Voltando à nossa discussão inicial, a percepção dessa narrativa do “copo meio vazio” formou-se em questão de semanas em 2021. Em menos de um mês, o executivo se alinhou com o legislativo e trouxeram à tona novas rodadas de auxílio emergencial; também se constatou que, muito provavelmente, o Brasil estoura o teto de gastos oficial de 2021; o próprio Guedes mencionou sua saída caso não consiga “segurar o fiscal”; e a eleição de 2022 foi deflagrada muito antes do que se esperava com um forte (e talvez favorito) candidato de esquerda.
Tudo isso fez com que curva longa no Brasil inclinasse 150 pontos no ano, e com inflação claramente incomodando, um ciclo de alta de SELIC de cerca de 300 pontos se formasse. A tese mais queridinha do mercado, de SELIC a 2% por longo tempo e os juros longos baixos, a gasolina do mercado de renda variável, desmontou-se rapidamente. O upside do nosso preço alvo de Ibovespa caiu 15% em 5 semanas, com o aumento dos juros longos, que hoje já estão a 8.50% contra uma SELIC de 2%.

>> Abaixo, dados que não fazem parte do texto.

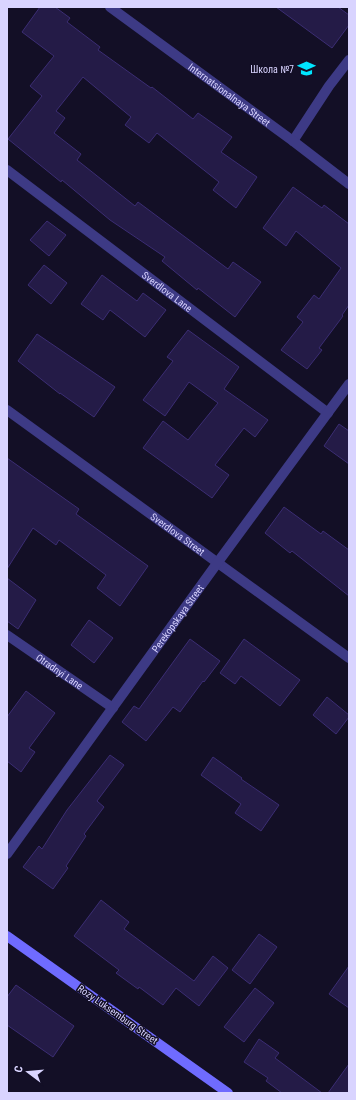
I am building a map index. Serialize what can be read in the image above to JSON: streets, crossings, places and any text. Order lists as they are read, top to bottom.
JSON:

Poucas dinâmicas são tão frustrantes na profissão de investidores quanto uma mudança brusca de cenário. A razão disso é que os profissionais desse mercado — nós, gestores — raramente podem antecipar certos acontecimentos de “força maior”. A pandemia da COVID-19 foi um exemplo disso. Não há gestor que possuía a tese de investimento do colapso econômico mundial proveniente de uma pandemia. Entretanto, para os brasileiros que achavam que 2021 seria um ano mais tranquilo desse ponto de vista, até o começo de março essa tese está se provando o contrário.
Alegorias à parte, o cenário no Brasil mudou radicalmente, em pouquíssimo tempo. A possibilidade de Lula participar das eleições em 2022, gera um prêmio de risco incalculável para os juros futuros — não necessariamente negativo, mas a futura política econômica de um terceiro governo Lula, que assumiria o país com uma dívida bruta com relação ao PIB de mais de 90%, é completamente imprevisível. Faria Lula um aceno ao mercado financeiro e às reformas? Como seria o cuidado fiscal de Bolsonaro num ano de eleição e com seu capital político minado? O risco parece que, pela direita ou pela esquerda, uma narrativa populista poderia se concretizar. Se alguém leu ou viu recentemente o Mágico de Oz, sabemos que as promessas populistas não entregam os desejos macroeconômicos de longo prazo do eleitorado — e não somente nos romances.